Action item: Filter this material down to the lines that hold "minor", copying each one.

Materials provided:
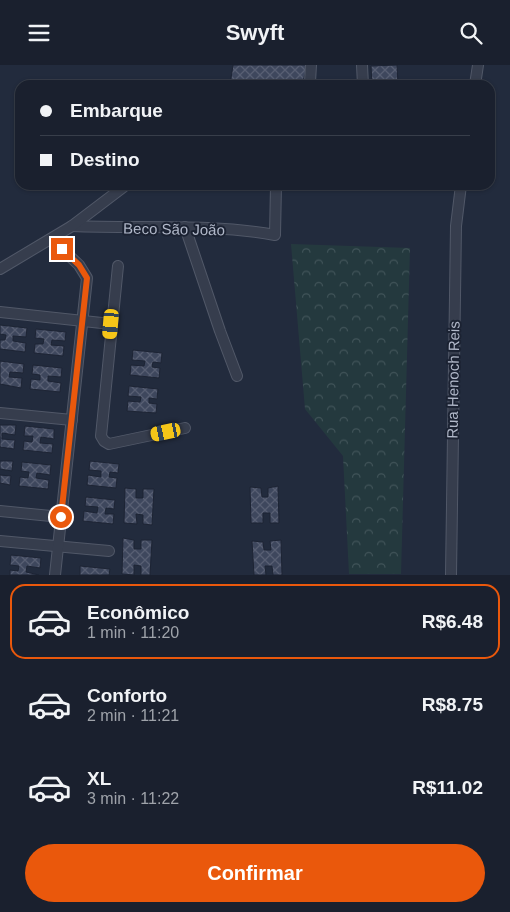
<!DOCTYPE html>
<html lang="pt">
<meta charset="utf-8">
<style>
:root{--surface:#1a202e;--page:#232836;--text:#f1f3f6;--muted:#9fa3aa;--line:#383e4a;--accent:#ea580c}
body{margin:0;font-family:Helvetica,sans-serif;background:var(--page);color:var(--text);height:100vh;display:flex;flex-direction:column;font-size:19px;white-space:nowrap}
*{box-sizing:border-box;margin:0}
p{font-size:16px;color:var(--muted)}
.icon{flex:none;width:28px;height:28px;fill:none;stroke:currentColor;stroke-width:2;stroke-linecap:round;stroke-linejoin:round}
.map{position:relative;height:510px;overflow:hidden}
.details{display:flex;flex-direction:column;background:var(--surface);flex:1}
.details>*{flex:none}
.hud{position:absolute;left:15px;top:15px;width:480px;height:110px;border-radius:15px;box-shadow:0 1px 4px #0004,0 0 0 1px var(--line);display:grid;align-content:center;height:110px;padding:0 25px;background:var(--surface)}
.end{position:absolute;width:22px;height:22px;margin:-11px;border:6px solid #ea580c;background:#fff;box-shadow:0 0 0 2px #fff}
.from{border-radius:50%}
.car{position:absolute;width:15px;height:30px;margin:-15px -8px;border-radius:6px;box-shadow:0 0 4px 1px #0007;background:linear-gradient(#f5c518 24%,#345 0 40%,#f5c518 0 76%,#345 0 86%,#f5c518 0)}
.hud b{display:flex;align-items:center;gap:18px;height:48px;font-size:19px}
.hud b+b{border-top:1px solid var(--line)}
.hud i{width:12px;height:12px;background:var(--text)}
ul{padding:9px 0 0;list-style:none}
li{display:flex;align-items:center;gap:15px;height:75px;margin:0 10px 8px;padding:0 15px;border:2px solid transparent;border-radius:15px}
li div{flex:1}
li b{display:block;font-size:19px}
li em{font-style:normal;font-weight:600}
li.current{border-color:var(--accent)}
li>.icon{width:45px;height:45px;stroke-width:1.5}
.primary-button{display:flex;gap:10px;margin-top:auto;padding:10px 25px}
.primary-button a{flex:1;height:58px;border-radius:30px;background:var(--accent);color:#fff;font-size:20px;font-weight:600;line-height:58px;text-align:center}
header{display:flex;justify-content:space-between;align-items:center;height:65px;padding:0 25px;background:var(--surface);font-size:22px;font-weight:600}
.map>svg:first-child{display:block}
</style>
<header><svg class="icon" aria-label="menu" viewBox="0 0 24 24"><path d="M4 6h16M4 12h16M4 18h16"/></svg>Swyft<svg class="icon" aria-label="search" viewBox="0 0 24 24"><circle cx="10" cy="10" r="6"/><path d="M15 15l6 6"/></svg></header>
<div class="map">
<svg width="510" height="510" viewBox="0 0 510 510">
<defs>
<pattern id="forest-crowns" width="20" height="18" patternUnits="userSpaceOnUse" patternTransform="scale(1.25)"><rect width="20" height="18" fill="#24393e"/><path d="M2 6a3 3 0 1 1 6 0M12 15a3 3 0 1 1 6 0" fill="none" stroke="#415459"/></pattern>
<pattern id="building-cross-hatch" width="8" height="8" patternUnits="userSpaceOnUse" patternTransform="scale(1.25)"><rect width="8" height="8" fill="#3e475d"/><path d="M0 0l8 8M0 8l8-8" fill="none" stroke="#585f73"/></pattern>
</defs>
<rect width="100%" height="100%" fill="#222b3d"/>
<path fill="url(#forest-crowns)" d="M291,179L410,183L401,509H349L343,391L305,344Z"/>
<g fill="url(#building-cross-hatch)" stroke="#1d2434">
<path d="M233,0H308L303,16L296,20H230Z"/>
<path d="M397,0L398,20H372L371,1Z"/>
<path d="M0,260L27,263L26,272L13,271V276L26,278L25,287L0,284V275H5L6,270L0,269Z"/>
<path d="M36,264L66,267L65,276L52,275L51,280L64,281L63,291L34,288L35,279H43L44,274L35,273Z"/>
<path d="M133,285L162,288L161,298L153,297L152,302L160,303L159,313L130,310L131,300L144,301L145,296L132,295Z"/>
<path d="M0,296L24,299L23,308L10,307L9,312L22,313L21,323L0,319Z"/>
<path d="M33,300L62,303L61,312L48,311V316L61,318L60,327L30,324L31,314L40,315V310L32,309Z"/>
<path d="M129,321L158,324L157,334L149,333V338L157,339L156,348L127,346L128,336L140,337L141,332L128,331Z"/>
<path d="M0,360H16L15,370L2,368V374L15,375L14,384L0,382Z"/>
<path d="M25,361L54,364V374L41,372L40,378L53,379L52,388L23,385L24,376L32,377L33,371H24Z"/>
<path d="M0,396H13L12,406L0,404Z"/>
<path d="M90,396L119,399L118,408L110,407L109,412L117,413L116,423L87,420L88,410L101,412V406L89,405Z"/>
<path d="M22,397L51,400L50,410L37,408L36,413L49,415L48,424L19,421L20,412L28,413L29,407L21,406Z"/>
<path d="M0,410L11,411L10,420L0,418Z"/>
<path d="M278,421L279,458H270V448H263V458H251L250,422L261,423L262,432H268V423Z"/>
<path d="M125,423L136,424V433H143V424H154L152,460L143,459V450L136,449L137,459L124,458Z"/>
<path d="M86,432L115,435L114,444L106,443L105,449H114L113,459L83,456L84,446L97,448L98,442L85,441Z"/>
<path d="M123,473L134,475V484H141V475H152L150,510H141V501L134,500V510L122,509Z"/>
<path d="M281,475L282,510H273L272,501H265L266,510H254L252,476L263,477L264,485H271L270,476Z"/>
<path d="M11,490L41,493L40,503L27,501L26,507L39,510H10V505L18,506L19,501L10,500Z"/>
<path d="M80,501L110,504L109,510H80Z"/>
</g>
<g fill="none" stroke-linecap="round" stroke-linejoin="round">
<defs>
<g id="minor">
<path d="M362,0L363,20"/>
<path d="M307,20L310,17L311,0"/>
<path d="M475,20L478,0"/>
<path d="M72,161C139,164 209,158 275,170L276,120"/>
<path d="M185,162L220,266L237,311"/>
<path d="M118,201L101,371L104,376L109,379L185,363"/>
<path d="M0,204L72,161L126,120"/>
<path d="M0,247L111,259"/>
<path d="M0,348L72,355"/>
<path d="M0,446L61,452"/>
<path d="M0,476L109,486"/>
<path d="M55,510L87,213L79,200L62,184"/>
<path d="M451,510L456,161L461,120"/>
</g>
</defs>
<use href="#minor" stroke="#515868" stroke-width="12"/>
<use href="#minor" stroke="#363d4d" stroke-width="10"/>
</g>
<g fill="none" stroke-linecap="round" stroke-linejoin="round">
<path stroke="#ea580c" stroke-width="6" d="M61,452L87,213L79,200L62,184"/>
</g>
<g text-anchor="middle" dominant-baseline="central" stroke-width="4" stroke-linejoin="round" paint-order="stroke">
<g font-size="15" fill="#b1b8c9" stroke="#1b2232">
<text transform="translate(174 164) rotate(1)">Beco São João</text>
<text transform="translate(453 315) rotate(-89)">Rua Henoch Reis</text>
</g>
</g>
</svg>
<i class="end from" style="left:61px;top:452px"></i>
<i class="end" style="left:62px;top:184px"></i>
<i class="car" style="left:111px;top:259px;rotate:185deg"></i>
<i class="car" style="left:166px;top:367px;rotate:258deg"></i>
<div class="hud">
<b><i class="from"></i>Embarque</b>
<b><i></i>Destino</b>
</div>
</div>
<section class="details">
<ul>
<li class="current"><svg class="icon" aria-label="car" viewBox="0 0 24 24"><path d="M5 17H2v-5l4-1 3-4h7l3 4 3 1v5h-3M9 17h6M6 11h13"/><circle cx="7" cy="17" r="2"/><circle cx="17" cy="17" r="2"/></svg><div><b>Econômico</b><p>1 min · 11:20</p></div><em>R$6.48</em></li>
<li><svg class="icon" aria-label="car" viewBox="0 0 24 24"><path d="M5 17H2v-5l4-1 3-4h7l3 4 3 1v5h-3M9 17h6M6 11h13"/><circle cx="7" cy="17" r="2"/><circle cx="17" cy="17" r="2"/></svg><div><b>Conforto</b><p>2 min · 11:21</p></div><em>R$8.75</em></li>
<li><svg class="icon" aria-label="car" viewBox="0 0 24 24"><path d="M5 17H2v-5l4-1 3-4h7l3 4 3 1v5h-3M9 17h6M6 11h13"/><circle cx="7" cy="17" r="2"/><circle cx="17" cy="17" r="2"/></svg><div><b>XL</b><p>3 min · 11:22</p></div><em>R$11.02</em></li>
</ul>
<div class="primary-button"><a>Confirmar</a></div>
</section>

Task answer:
<g id="minor">
<use href="#minor" stroke="#515868" stroke-width="12"/>
<use href="#minor" stroke="#363d4d" stroke-width="10"/>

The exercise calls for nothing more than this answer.